A wind turbine cannot generate until there is sufficient wind, usually about 4 m/s, called the 'cut-in' speed. The machine does not reach peak generation until about 15 m/s. It then maintains a constant output with increasing speed (see Physics of windpower, below) up to a safety 'cut-out' speed of 25 m/s.
A rotor can be allowed to idle (generator declutched) at wind speeds well below cut-in speed to take instant advantage of periods of stronger wind (a 30 tonne rotor otherwise takes time to come to speed).
Above cut-out wind speed the turbine is shut down for safety, with blades 'furled' (feathered), i.e. edge-on to the wind and with generator de-clutched and the wind-shaft locking brake on.
Some examples are given below, from manufacturers' specifications.
Vestas V 66 1.75 MW turbine. Rotor d. 66 m cut-in 4 peak 16 cut-out 25 (metres/second)
Vestas V 80 2.0 MW turbine.
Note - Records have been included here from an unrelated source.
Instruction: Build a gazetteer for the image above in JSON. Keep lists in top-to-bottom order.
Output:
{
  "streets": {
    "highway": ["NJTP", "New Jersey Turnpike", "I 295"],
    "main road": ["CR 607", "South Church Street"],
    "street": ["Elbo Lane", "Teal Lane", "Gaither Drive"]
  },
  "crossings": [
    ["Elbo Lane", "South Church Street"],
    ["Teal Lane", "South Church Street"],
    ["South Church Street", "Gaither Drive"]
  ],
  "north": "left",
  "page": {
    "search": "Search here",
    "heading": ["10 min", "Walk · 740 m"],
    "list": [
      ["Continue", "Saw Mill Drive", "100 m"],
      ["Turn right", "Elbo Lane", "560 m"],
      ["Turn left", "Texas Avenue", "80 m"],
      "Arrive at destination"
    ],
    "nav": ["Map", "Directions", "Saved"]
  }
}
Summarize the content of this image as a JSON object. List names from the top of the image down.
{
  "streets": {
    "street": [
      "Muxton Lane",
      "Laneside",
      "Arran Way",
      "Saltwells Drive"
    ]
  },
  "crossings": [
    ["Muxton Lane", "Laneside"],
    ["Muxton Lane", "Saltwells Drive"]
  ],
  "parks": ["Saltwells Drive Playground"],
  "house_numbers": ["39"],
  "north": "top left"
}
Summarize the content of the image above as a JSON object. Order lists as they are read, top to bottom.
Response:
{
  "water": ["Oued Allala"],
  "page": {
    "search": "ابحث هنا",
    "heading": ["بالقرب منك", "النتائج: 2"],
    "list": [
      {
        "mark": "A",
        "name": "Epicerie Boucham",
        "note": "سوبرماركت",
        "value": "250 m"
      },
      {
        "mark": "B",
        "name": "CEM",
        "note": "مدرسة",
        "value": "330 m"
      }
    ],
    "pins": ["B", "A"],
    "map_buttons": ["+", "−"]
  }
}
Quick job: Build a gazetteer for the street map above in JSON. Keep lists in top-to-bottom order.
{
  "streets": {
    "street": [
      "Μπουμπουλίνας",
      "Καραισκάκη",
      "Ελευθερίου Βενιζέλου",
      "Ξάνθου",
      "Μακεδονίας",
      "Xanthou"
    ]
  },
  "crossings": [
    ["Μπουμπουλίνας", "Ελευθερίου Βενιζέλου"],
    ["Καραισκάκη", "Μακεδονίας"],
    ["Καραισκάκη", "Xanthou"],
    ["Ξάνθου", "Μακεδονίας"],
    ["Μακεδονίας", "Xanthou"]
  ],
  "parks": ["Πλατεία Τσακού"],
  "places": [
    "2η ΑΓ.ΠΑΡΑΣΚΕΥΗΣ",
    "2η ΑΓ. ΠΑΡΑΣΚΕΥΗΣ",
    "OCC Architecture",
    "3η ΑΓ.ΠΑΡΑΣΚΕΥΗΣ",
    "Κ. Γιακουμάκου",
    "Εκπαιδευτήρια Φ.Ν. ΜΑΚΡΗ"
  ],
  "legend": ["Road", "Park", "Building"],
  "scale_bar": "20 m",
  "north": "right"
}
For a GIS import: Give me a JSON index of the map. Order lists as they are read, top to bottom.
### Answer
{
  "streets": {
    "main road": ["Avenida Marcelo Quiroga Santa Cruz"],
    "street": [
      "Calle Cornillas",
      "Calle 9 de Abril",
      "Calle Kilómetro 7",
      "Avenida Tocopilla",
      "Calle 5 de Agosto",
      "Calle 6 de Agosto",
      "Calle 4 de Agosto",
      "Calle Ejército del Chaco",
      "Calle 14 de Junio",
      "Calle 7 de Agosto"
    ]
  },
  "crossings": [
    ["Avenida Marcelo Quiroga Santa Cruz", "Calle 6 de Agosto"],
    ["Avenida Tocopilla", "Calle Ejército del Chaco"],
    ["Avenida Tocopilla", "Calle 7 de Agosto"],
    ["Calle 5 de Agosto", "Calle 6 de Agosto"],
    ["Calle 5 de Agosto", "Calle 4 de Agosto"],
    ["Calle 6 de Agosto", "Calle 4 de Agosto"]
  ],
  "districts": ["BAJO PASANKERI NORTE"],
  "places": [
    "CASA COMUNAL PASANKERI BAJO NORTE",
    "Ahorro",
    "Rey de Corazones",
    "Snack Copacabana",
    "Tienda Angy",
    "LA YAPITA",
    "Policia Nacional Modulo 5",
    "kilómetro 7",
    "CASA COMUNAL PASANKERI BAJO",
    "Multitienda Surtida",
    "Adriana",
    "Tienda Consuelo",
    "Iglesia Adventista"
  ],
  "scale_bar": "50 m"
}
Rotor d. 80 m cut-in 4 peak 15 cut-out 25 (m/s)
General Electric 3.6 turbine. 3.6 MW Rotor d.104 m cut-in 3.5 peak 14 cut-out 25 (m/s)
Conversion of speed units: 4 m/s = 8 knots = 14 km/h = 9 mph = B3 : 15 m/s = 29 kt = 54 km/h = 34-mph = B7 : 25 m/s = 49 kt = 90 = km/h = 56 mph = B10.
Beaufort wind scale (B): 3 = Gentle Breeze; 7 = Moderate or Near Gale; 10 = Whole Gale or Storm
Prediction of the performance of a wind turbine may be obtained by previous anemometric recording of wind speed on the site but an approximate prediction of generating output may be made from maps of the distribution of wind speed in the
This map shows that average wind speeds in lowland Britain are 5-6 m/s, coastal and upland areas 6-7 m/s and exposed uplands 7-8 m/s. Only a few extreme sites in the uplands, west and north lie between 8-10 m/s average speeds. Note that the average wind speed, even in the windiest sites is below peak generating speed, suggesting that a wind turbine anywhere in the UK, exposed to a variable wind regime will spend much of its time well below maximum generation thus explaining the low load factor of about 26% (average for 2003 and 2004)
It is also this distribution of windspeed which makes high ground and coast the preferred target for wind developers.
Physics of wind power
i) Theoretical output is proportional to the square of the blade-length (radius).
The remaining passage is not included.